▶ Brief
Print the data exactly as it is given, please.

▶ Recorded information
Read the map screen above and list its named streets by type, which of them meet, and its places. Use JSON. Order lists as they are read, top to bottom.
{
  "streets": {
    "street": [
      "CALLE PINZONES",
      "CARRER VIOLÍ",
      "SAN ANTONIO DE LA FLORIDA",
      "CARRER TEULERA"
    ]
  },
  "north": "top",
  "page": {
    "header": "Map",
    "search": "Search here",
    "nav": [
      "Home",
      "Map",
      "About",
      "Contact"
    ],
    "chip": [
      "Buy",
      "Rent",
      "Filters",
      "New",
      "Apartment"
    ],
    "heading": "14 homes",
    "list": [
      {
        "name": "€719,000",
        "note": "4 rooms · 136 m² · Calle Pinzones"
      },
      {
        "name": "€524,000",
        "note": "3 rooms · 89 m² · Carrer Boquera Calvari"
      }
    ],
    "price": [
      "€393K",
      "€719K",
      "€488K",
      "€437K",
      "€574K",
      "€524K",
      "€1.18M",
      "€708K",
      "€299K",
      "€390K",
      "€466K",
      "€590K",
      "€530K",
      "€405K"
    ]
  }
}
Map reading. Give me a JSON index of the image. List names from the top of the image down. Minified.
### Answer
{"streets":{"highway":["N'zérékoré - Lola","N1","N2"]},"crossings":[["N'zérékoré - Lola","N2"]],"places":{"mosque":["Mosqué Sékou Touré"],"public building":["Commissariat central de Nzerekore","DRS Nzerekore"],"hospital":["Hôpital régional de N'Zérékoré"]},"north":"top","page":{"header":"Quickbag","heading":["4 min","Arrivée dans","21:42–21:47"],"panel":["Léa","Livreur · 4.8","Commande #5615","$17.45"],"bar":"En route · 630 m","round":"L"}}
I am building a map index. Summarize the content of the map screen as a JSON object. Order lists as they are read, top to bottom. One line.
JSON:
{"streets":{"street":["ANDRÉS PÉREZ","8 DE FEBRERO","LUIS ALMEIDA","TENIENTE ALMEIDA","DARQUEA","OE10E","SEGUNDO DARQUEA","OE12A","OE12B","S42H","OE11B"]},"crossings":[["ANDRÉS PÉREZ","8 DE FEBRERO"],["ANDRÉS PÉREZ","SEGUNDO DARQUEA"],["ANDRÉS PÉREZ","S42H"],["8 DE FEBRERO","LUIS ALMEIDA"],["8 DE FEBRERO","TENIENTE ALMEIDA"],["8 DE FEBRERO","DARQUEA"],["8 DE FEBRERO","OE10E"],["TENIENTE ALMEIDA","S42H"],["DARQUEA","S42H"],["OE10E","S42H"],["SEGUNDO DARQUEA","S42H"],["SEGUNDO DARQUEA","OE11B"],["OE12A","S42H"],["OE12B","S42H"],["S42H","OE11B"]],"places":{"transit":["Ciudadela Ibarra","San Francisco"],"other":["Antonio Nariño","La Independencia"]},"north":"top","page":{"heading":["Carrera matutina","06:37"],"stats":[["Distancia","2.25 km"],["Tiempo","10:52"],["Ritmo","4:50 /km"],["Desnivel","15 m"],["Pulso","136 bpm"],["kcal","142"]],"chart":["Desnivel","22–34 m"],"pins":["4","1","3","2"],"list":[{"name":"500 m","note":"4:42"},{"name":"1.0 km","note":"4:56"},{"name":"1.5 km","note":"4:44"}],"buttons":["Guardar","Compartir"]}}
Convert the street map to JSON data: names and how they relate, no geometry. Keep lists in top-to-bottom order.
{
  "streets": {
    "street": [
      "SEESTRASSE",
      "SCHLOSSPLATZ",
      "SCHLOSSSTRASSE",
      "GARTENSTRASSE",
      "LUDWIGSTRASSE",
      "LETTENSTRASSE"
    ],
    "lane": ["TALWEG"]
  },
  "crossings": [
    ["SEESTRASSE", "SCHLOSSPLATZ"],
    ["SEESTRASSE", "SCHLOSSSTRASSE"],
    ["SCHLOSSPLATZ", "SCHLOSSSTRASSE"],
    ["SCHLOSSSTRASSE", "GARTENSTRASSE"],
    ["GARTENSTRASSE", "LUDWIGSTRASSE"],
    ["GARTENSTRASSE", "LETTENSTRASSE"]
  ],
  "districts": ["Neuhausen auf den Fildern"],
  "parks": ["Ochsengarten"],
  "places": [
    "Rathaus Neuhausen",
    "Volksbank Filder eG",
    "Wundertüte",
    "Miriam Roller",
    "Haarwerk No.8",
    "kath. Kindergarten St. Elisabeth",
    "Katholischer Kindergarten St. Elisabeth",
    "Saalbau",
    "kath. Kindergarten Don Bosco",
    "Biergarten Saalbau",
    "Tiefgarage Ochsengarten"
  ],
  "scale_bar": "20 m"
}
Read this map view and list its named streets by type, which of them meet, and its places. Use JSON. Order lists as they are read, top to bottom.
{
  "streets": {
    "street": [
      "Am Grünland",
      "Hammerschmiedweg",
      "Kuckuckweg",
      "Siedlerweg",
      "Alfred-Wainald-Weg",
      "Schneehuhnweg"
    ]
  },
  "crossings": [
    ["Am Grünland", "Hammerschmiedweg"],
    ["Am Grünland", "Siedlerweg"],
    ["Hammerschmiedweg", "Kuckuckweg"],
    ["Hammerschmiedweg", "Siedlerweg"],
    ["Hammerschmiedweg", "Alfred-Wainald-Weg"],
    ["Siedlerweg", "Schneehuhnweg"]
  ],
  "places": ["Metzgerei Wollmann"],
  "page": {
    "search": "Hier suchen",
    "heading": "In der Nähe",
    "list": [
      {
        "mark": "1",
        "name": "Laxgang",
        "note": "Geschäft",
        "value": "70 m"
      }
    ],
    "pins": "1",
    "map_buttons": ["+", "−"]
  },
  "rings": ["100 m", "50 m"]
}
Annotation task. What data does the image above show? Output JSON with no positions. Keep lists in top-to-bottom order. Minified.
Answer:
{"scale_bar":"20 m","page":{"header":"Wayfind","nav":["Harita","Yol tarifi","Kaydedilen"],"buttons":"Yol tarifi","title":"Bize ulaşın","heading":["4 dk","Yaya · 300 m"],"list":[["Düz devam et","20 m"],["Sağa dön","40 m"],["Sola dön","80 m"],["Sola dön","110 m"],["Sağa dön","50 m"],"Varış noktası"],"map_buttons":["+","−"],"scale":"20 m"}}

▶ Output for this exercise
Read the map screen above and list its named streets by type, which of them meet, and its places. Use JSON. Order lists as they are read, top to bottom.
{
  "streets": {
    "street": [
      "CALLE PINZONES",
      "CARRER VIOLÍ",
      "SAN ANTONIO DE LA FLORIDA",
      "CARRER TEULERA"
    ]
  },
  "north": "top",
  "page": {
    "header": "Map",
    "search": "Search here",
    "nav": [
      "Home",
      "Map",
      "About",
      "Contact"
    ],
    "chip": [
      "Buy",
      "Rent",
      "Filters",
      "New",
      "Apartment"
    ],
    "heading": "14 homes",
    "list": [
      {
        "name": "€719,000",
        "note": "4 rooms · 136 m² · Calle Pinzones"
      },
      {
        "name": "€524,000",
        "note": "3 rooms · 89 m² · Carrer Boquera Calvari"
      }
    ],
    "price": [
      "€393K",
      "€719K",
      "€488K",
      "€437K",
      "€574K",
      "€524K",
      "€1.18M",
      "€708K",
      "€299K",
      "€390K",
      "€466K",
      "€590K",
      "€530K",
      "€405K"
    ]
  }
}
Map reading. Give me a JSON index of the image. List names from the top of the image down. Minified.
### Answer
{"streets":{"highway":["N'zérékoré - Lola","N1","N2"]},"crossings":[["N'zérékoré - Lola","N2"]],"places":{"mosque":["Mosqué Sékou Touré"],"public building":["Commissariat central de Nzerekore","DRS Nzerekore"],"hospital":["Hôpital régional de N'Zérékoré"]},"north":"top","page":{"header":"Quickbag","heading":["4 min","Arrivée dans","21:42–21:47"],"panel":["Léa","Livreur · 4.8","Commande #5615","$17.45"],"bar":"En route · 630 m","round":"L"}}
I am building a map index. Summarize the content of the map screen as a JSON object. Order lists as they are read, top to bottom. One line.
JSON:
{"streets":{"street":["ANDRÉS PÉREZ","8 DE FEBRERO","LUIS ALMEIDA","TENIENTE ALMEIDA","DARQUEA","OE10E","SEGUNDO DARQUEA","OE12A","OE12B","S42H","OE11B"]},"crossings":[["ANDRÉS PÉREZ","8 DE FEBRERO"],["ANDRÉS PÉREZ","SEGUNDO DARQUEA"],["ANDRÉS PÉREZ","S42H"],["8 DE FEBRERO","LUIS ALMEIDA"],["8 DE FEBRERO","TENIENTE ALMEIDA"],["8 DE FEBRERO","DARQUEA"],["8 DE FEBRERO","OE10E"],["TENIENTE ALMEIDA","S42H"],["DARQUEA","S42H"],["OE10E","S42H"],["SEGUNDO DARQUEA","S42H"],["SEGUNDO DARQUEA","OE11B"],["OE12A","S42H"],["OE12B","S42H"],["S42H","OE11B"]],"places":{"transit":["Ciudadela Ibarra","San Francisco"],"other":["Antonio Nariño","La Independencia"]},"north":"top","page":{"heading":["Carrera matutina","06:37"],"stats":[["Distancia","2.25 km"],["Tiempo","10:52"],["Ritmo","4:50 /km"],["Desnivel","15 m"],["Pulso","136 bpm"],["kcal","142"]],"chart":["Desnivel","22–34 m"],"pins":["4","1","3","2"],"list":[{"name":"500 m","note":"4:42"},{"name":"1.0 km","note":"4:56"},{"name":"1.5 km","note":"4:44"}],"buttons":["Guardar","Compartir"]}}
Convert the street map to JSON data: names and how they relate, no geometry. Keep lists in top-to-bottom order.
{
  "streets": {
    "street": [
      "SEESTRASSE",
      "SCHLOSSPLATZ",
      "SCHLOSSSTRASSE",
      "GARTENSTRASSE",
      "LUDWIGSTRASSE",
      "LETTENSTRASSE"
    ],
    "lane": ["TALWEG"]
  },
  "crossings": [
    ["SEESTRASSE", "SCHLOSSPLATZ"],
    ["SEESTRASSE", "SCHLOSSSTRASSE"],
    ["SCHLOSSPLATZ", "SCHLOSSSTRASSE"],
    ["SCHLOSSSTRASSE", "GARTENSTRASSE"],
    ["GARTENSTRASSE", "LUDWIGSTRASSE"],
    ["GARTENSTRASSE", "LETTENSTRASSE"]
  ],
  "districts": ["Neuhausen auf den Fildern"],
  "parks": ["Ochsengarten"],
  "places": [
    "Rathaus Neuhausen",
    "Volksbank Filder eG",
    "Wundertüte",
    "Miriam Roller",
    "Haarwerk No.8",
    "kath. Kindergarten St. Elisabeth",
    "Katholischer Kindergarten St. Elisabeth",
    "Saalbau",
    "kath. Kindergarten Don Bosco",
    "Biergarten Saalbau",
    "Tiefgarage Ochsengarten"
  ],
  "scale_bar": "20 m"
}
Read this map view and list its named streets by type, which of them meet, and its places. Use JSON. Order lists as they are read, top to bottom.
{
  "streets": {
    "street": [
      "Am Grünland",
      "Hammerschmiedweg",
      "Kuckuckweg",
      "Siedlerweg",
      "Alfred-Wainald-Weg",
      "Schneehuhnweg"
    ]
  },
  "crossings": [
    ["Am Grünland", "Hammerschmiedweg"],
    ["Am Grünland", "Siedlerweg"],
    ["Hammerschmiedweg", "Kuckuckweg"],
    ["Hammerschmiedweg", "Siedlerweg"],
    ["Hammerschmiedweg", "Alfred-Wainald-Weg"],
    ["Siedlerweg", "Schneehuhnweg"]
  ],
  "places": ["Metzgerei Wollmann"],
  "page": {
    "search": "Hier suchen",
    "heading": "In der Nähe",
    "list": [
      {
        "mark": "1",
        "name": "Laxgang",
        "note": "Geschäft",
        "value": "70 m"
      }
    ],
    "pins": "1",
    "map_buttons": ["+", "−"]
  },
  "rings": ["100 m", "50 m"]
}
Annotation task. What data does the image above show? Output JSON with no positions. Keep lists in top-to-bottom order. Minified.
Answer:
{"scale_bar":"20 m","page":{"header":"Wayfind","nav":["Harita","Yol tarifi","Kaydedilen"],"buttons":"Yol tarifi","title":"Bize ulaşın","heading":["4 dk","Yaya · 300 m"],"list":[["Düz devam et","20 m"],["Sağa dön","40 m"],["Sola dön","80 m"],["Sola dön","110 m"],["Sağa dön","50 m"],"Varış noktası"],"map_buttons":["+","−"],"scale":"20 m"}}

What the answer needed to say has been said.